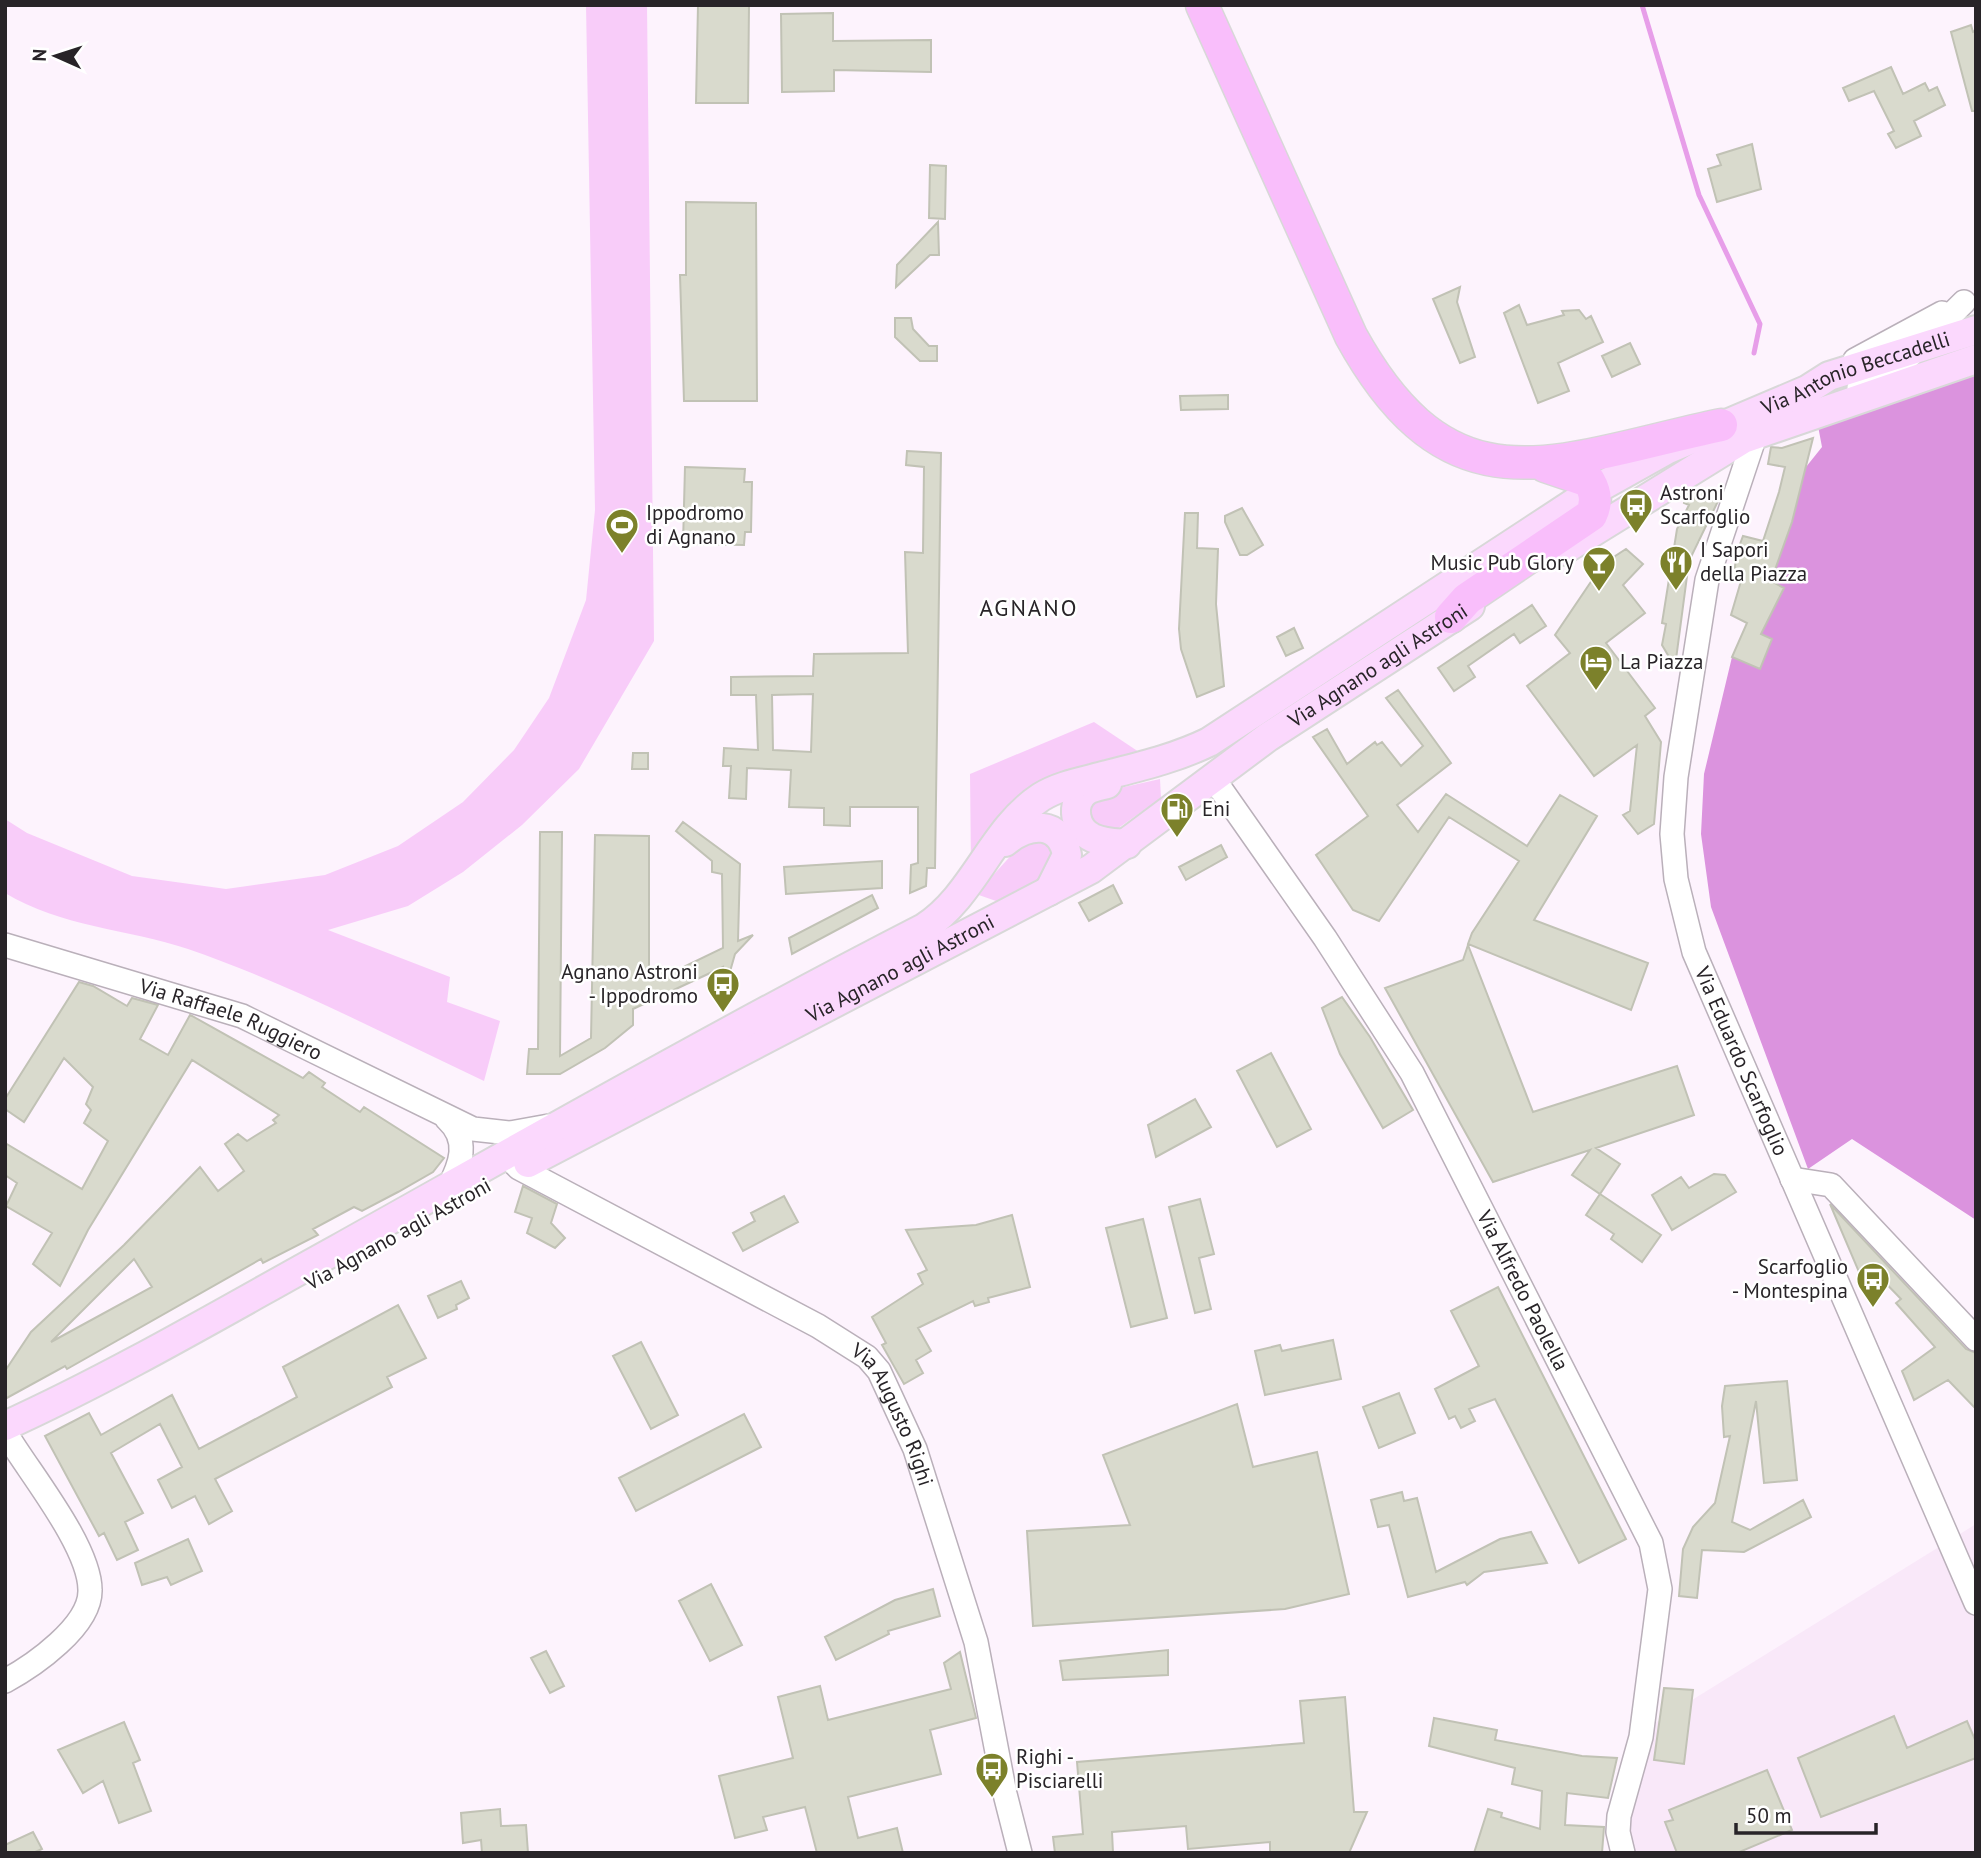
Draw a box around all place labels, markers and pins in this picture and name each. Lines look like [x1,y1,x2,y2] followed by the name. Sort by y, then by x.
[1660,479,1750,530] place label: Astroni Scarfoglio
[1617,486,1655,535] bus stop icon: Astroni Scarfoglio
[646,499,744,550] place label: Ippodromo di Agnano
[603,506,641,555] sports icon: Ippodromo di Agnano
[1700,536,1807,587] place label: I Sapori della Piazza
[1657,543,1695,592] restaurant icon: I Sapori della Piazza
[1580,544,1618,593] bar icon: Music Pub Glory
[1431,549,1574,576] place label: Music Pub Glory
[1577,643,1615,692] hotel icon: La Piazza
[1620,648,1703,675] place label: La Piazza
[1158,790,1196,839] fuel station icon: Eni
[1202,795,1230,822] place label: Eni
[561,958,698,1009] place label: Agnano Astroni - Ippodromo
[704,965,742,1014] bus stop icon: Agnano Astroni - Ippodromo
[1732,1253,1848,1304] place label: Scarfoglio - Montespina
[1854,1260,1892,1309] bus stop icon: Scarfoglio - Montespina
[1016,1743,1103,1794] place label: Righi - Pisciarelli
[973,1750,1011,1799] bus stop icon: Righi - Pisciarelli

What you will do — Copy each line of the records precisely and drop any images they hold.

Answer below —
Draw a box around all place labels, markers and pins in this picture and name each. Lines look like [x1,y1,x2,y2] followed by the name. Sort by y, then by x.
[1660,479,1750,530] place label: Astroni Scarfoglio
[1617,486,1655,535] bus stop icon: Astroni Scarfoglio
[646,499,744,550] place label: Ippodromo di Agnano
[603,506,641,555] sports icon: Ippodromo di Agnano
[1700,536,1807,587] place label: I Sapori della Piazza
[1657,543,1695,592] restaurant icon: I Sapori della Piazza
[1580,544,1618,593] bar icon: Music Pub Glory
[1431,549,1574,576] place label: Music Pub Glory
[1577,643,1615,692] hotel icon: La Piazza
[1620,648,1703,675] place label: La Piazza
[1158,790,1196,839] fuel station icon: Eni
[1202,795,1230,822] place label: Eni
[561,958,698,1009] place label: Agnano Astroni - Ippodromo
[704,965,742,1014] bus stop icon: Agnano Astroni - Ippodromo
[1732,1253,1848,1304] place label: Scarfoglio - Montespina
[1854,1260,1892,1309] bus stop icon: Scarfoglio - Montespina
[1016,1743,1103,1794] place label: Righi - Pisciarelli
[973,1750,1011,1799] bus stop icon: Righi - Pisciarelli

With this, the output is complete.